Head and neck paragangliomas are rare, slow-growing neuroendocrine tumors, with malignancy defined by metastatic spread rather than histopathological features [1, 3, 8]. Vagal paragangliomas comprise less than 5% of these tumors but have a higher risk of malignancy [3, 4].
Imaging with CT and MRI, including angiography, is essential for diagnosis and surgical planning, with the characteristic “salt and pepper” MRI appearance aiding differentiation from other lesions such as schwannomas [9, 10]. Recent advances in functional imaging, such as 68 Ga-DOTATATE PET/CT, have improved detection of multifocal and metastatic disease, especially in SDHx mutation carriers [12].
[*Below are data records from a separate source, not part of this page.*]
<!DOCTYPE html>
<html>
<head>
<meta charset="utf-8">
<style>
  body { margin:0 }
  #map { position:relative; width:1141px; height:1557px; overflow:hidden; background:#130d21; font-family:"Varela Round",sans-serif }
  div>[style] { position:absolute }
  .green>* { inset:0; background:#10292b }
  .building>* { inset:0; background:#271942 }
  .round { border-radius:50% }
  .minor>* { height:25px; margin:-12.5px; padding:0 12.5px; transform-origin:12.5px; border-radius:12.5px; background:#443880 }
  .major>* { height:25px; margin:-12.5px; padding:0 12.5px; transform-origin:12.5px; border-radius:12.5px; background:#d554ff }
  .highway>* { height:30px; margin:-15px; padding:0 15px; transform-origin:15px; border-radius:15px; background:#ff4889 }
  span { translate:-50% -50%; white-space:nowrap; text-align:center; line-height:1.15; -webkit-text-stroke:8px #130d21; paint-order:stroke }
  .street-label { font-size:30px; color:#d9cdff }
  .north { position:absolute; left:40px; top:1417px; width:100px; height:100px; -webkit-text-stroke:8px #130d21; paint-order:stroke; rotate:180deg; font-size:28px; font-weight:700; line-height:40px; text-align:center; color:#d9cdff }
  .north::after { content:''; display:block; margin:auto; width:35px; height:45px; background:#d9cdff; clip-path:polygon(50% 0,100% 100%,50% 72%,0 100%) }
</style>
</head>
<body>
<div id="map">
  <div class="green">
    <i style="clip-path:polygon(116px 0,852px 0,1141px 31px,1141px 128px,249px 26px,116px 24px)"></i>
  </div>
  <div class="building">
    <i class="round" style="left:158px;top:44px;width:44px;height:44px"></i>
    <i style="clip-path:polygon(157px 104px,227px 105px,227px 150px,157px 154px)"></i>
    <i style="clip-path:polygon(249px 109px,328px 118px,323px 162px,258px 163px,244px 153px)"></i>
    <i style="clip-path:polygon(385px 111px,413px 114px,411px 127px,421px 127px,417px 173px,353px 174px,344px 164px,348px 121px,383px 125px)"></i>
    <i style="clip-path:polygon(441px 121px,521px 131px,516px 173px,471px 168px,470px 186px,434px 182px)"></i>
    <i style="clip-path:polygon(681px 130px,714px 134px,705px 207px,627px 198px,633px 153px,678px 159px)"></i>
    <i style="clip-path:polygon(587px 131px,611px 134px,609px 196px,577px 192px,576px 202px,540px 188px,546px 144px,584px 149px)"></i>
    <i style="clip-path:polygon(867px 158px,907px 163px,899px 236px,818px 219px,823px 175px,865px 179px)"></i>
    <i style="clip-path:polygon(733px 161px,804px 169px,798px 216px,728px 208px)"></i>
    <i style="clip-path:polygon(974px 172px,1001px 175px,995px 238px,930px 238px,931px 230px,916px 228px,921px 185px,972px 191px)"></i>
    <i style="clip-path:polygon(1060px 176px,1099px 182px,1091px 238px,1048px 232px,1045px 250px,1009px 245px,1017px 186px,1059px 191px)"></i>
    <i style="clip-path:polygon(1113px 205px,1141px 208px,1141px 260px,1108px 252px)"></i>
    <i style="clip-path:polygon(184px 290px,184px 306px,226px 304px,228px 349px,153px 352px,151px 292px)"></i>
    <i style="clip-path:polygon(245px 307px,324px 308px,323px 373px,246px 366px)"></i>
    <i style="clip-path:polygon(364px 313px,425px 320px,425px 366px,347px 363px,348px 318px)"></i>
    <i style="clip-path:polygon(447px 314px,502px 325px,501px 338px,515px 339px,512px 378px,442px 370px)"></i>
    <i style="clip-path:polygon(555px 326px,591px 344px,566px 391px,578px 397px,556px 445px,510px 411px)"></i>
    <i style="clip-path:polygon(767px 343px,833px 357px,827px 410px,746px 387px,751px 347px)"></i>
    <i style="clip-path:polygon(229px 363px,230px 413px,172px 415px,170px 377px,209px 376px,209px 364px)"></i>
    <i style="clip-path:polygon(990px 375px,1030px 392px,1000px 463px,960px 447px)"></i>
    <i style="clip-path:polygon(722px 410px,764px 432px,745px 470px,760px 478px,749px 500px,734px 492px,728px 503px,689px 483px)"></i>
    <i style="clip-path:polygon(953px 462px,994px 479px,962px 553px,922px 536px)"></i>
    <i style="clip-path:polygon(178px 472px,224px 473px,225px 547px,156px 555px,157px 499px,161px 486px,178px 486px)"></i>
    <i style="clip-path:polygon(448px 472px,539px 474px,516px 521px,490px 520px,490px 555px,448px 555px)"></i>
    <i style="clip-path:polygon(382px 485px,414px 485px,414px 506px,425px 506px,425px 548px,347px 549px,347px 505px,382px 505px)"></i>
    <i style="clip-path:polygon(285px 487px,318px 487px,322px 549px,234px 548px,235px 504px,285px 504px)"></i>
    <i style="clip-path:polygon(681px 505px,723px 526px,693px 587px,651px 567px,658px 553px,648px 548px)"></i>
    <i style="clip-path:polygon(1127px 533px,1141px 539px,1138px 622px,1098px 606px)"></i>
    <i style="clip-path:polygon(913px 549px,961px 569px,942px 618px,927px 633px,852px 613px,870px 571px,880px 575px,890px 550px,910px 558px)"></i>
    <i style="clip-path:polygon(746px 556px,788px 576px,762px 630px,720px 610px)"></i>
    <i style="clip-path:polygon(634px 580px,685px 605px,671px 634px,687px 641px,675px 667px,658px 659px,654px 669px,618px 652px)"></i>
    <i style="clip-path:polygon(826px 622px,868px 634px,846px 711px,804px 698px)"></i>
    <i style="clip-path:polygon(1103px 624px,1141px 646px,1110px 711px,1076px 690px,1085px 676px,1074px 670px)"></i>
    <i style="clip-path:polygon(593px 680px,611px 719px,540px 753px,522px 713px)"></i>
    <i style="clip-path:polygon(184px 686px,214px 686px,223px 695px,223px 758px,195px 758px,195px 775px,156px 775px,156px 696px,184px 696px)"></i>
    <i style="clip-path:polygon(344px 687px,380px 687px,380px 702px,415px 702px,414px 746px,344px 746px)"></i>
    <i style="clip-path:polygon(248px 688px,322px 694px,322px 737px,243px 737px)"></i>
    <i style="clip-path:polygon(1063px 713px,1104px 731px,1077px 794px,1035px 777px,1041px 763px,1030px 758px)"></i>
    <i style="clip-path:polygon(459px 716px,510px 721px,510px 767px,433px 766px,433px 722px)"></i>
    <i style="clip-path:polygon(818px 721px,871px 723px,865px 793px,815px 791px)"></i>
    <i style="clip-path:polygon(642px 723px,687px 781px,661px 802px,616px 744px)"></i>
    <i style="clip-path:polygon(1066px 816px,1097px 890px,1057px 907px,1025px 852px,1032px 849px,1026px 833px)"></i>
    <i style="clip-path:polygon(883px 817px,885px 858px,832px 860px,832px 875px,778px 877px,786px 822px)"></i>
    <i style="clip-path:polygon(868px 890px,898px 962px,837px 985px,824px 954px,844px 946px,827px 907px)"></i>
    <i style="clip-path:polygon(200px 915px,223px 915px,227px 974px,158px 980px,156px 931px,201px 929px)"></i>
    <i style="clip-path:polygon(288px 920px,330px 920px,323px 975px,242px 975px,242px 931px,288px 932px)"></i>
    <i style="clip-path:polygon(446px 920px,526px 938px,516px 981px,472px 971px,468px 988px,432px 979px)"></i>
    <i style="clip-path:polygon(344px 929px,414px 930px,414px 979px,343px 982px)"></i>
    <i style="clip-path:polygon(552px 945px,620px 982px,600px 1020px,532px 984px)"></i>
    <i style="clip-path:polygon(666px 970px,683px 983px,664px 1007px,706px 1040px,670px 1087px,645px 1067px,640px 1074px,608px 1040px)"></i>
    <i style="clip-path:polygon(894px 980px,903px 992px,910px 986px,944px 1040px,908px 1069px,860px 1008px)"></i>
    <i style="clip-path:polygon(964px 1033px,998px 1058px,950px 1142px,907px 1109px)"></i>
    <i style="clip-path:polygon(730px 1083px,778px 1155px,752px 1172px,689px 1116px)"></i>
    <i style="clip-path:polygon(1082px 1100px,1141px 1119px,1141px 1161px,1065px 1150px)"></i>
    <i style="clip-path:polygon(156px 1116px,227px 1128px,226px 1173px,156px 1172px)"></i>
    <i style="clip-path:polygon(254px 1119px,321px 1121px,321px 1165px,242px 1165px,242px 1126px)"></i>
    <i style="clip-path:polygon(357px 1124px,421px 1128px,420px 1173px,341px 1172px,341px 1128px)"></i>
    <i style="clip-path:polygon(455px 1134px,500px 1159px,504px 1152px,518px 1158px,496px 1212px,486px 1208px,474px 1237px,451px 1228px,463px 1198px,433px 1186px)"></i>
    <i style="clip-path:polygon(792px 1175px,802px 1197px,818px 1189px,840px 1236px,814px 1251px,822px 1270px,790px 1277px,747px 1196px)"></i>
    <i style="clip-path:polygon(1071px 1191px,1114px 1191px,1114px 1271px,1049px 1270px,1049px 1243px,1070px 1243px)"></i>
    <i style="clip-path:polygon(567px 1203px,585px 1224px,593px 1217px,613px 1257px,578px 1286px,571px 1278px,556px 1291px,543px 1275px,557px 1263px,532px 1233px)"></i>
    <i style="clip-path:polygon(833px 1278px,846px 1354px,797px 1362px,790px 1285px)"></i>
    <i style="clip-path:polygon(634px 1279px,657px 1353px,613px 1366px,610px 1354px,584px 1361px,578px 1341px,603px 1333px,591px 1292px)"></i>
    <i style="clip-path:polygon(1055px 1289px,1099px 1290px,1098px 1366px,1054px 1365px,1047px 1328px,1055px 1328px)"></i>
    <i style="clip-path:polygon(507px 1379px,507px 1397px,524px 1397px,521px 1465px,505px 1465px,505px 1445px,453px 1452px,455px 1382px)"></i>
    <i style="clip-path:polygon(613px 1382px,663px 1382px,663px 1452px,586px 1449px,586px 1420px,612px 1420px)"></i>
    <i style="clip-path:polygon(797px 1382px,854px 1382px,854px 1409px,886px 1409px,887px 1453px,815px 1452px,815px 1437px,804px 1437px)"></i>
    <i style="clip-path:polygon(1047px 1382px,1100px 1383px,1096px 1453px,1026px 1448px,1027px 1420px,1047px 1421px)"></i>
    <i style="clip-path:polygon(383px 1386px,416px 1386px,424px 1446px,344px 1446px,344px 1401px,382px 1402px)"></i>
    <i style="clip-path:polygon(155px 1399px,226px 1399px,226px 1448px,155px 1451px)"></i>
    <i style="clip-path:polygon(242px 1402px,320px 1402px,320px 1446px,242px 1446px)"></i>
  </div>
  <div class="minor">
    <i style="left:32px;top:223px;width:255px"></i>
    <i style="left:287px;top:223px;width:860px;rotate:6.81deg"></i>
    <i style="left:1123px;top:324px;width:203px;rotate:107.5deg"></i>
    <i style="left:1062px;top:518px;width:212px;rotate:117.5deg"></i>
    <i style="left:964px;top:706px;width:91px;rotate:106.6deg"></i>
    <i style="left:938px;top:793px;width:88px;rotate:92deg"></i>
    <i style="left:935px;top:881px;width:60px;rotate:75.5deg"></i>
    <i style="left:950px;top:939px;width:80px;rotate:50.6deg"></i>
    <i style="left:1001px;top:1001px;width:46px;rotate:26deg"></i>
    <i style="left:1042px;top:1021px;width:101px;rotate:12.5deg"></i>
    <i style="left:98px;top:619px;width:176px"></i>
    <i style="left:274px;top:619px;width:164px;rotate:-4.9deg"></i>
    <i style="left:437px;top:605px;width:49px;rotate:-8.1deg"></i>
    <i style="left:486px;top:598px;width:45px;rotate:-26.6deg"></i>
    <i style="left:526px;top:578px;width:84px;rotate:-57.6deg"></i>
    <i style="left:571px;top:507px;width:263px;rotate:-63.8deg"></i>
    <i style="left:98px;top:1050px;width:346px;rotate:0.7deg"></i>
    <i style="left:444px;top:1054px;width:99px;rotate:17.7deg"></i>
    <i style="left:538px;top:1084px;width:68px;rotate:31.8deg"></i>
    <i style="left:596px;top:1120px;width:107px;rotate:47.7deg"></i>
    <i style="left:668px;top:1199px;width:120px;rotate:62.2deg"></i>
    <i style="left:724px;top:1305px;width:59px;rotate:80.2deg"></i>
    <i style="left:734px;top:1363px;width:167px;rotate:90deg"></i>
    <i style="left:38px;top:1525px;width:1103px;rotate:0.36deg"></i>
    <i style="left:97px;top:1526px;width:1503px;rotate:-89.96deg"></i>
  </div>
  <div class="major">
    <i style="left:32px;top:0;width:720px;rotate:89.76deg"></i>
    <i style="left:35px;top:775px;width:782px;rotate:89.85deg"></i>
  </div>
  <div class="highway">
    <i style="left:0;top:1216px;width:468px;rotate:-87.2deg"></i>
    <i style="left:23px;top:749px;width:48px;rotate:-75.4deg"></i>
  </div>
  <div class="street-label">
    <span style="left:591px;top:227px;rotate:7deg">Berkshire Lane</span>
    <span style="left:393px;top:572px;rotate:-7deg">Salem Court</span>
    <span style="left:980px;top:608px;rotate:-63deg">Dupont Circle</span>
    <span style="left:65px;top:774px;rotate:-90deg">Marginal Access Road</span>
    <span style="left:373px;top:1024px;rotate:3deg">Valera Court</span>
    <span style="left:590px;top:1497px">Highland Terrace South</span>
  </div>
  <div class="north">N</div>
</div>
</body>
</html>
Recent multicenter registry data confirm that most head and neck paragangliomas are localized and slow-growing, with high long-term survival, even in metastatic cases [5]. Genetic testing is now widely recommended, as up to 50% of patients harbor pathogenic SDHx variants, which correlate with increased risk of multifocality and malignancy [5, 11]. The identification of SDHB mutations, in particular, is associated with a higher metastatic risk and warrants more intensive surveillance [12, 17].
The differential diagnosis of a poststyloid parapharyngeal mass involving the vagus nerve primarily includes vagal schwannomas, carotid body paragangliomas, and other rare parapharyngeal tumors. Vagal schwannomas, although neurogenic similar to paragangliomas, tend to grow more slowly and are less vascular, lacking the characteristic “salt and pepper” appearance on T2-weighted MRI seen in paragangliomas. Carotid body paragangliomas typically localize at the carotid bifurcation and displace the internal and external carotid arteries in a distinctive manner, which helps differentiate them from vagal paragangliomas. Other entities such as mucoepidermoid carcinomas or metastatic lymphadenopathy should be considered depending on clinical and radiological context. Multimodal imaging—including MRI, angiography, and functional imaging with 68 Ga-DOTATATE PET/CT—combined with histopathological analysis is essential to establish the diagnosis and guide management [11,12,13].
Surgical resection remains the mainstay of treatment but carries significant risk of cranial nerve morbidity owing to the tumor’s proximity to critical neurovascular structures [3, 8]. Recent surgical series emphasize the importance of early vascular control, intraoperative neuromonitoring, and the use of the operating microscope to optimize cranial nerve preservation and minimize blood loss [14, 16]. Preoperative embolization may be considered for large or highly vascular tumors to further reduce intraoperative bleeding, though its benefit remains debated [15].
Adjuvant radiotherapy, including stereotactic radiosurgery (SRS), is increasingly employed to improve local control and preserve function, especially in unresectable or residual tumors [6, 7, 13]. Recent studies report excellent tumor control and cranial nerve preservation with Gamma Knife SRS, achieving tumor volume reduction in up to 70% of cases and minimal neurological complications over a median follow-up of 25 months [13].
Chemotherapy is reserved for metastatic or progressive disease, though evidence remains limited. Newer targeted therapies and peptide receptor radionuclide therapy (PRRT) are emerging as potential options for advanced cases, particularly in patients with SDHB mutations or refractory disease [18, 19].
Optimal management of malignant vagal paraganglioma requires a multidisciplinary team, including otolaryngologists, radiologists, geneticists, radiation oncologists, and medical oncologists, to tailor treatment on the basis of tumor size, location, genetic status, and patient comorbidities [12, 13, 19].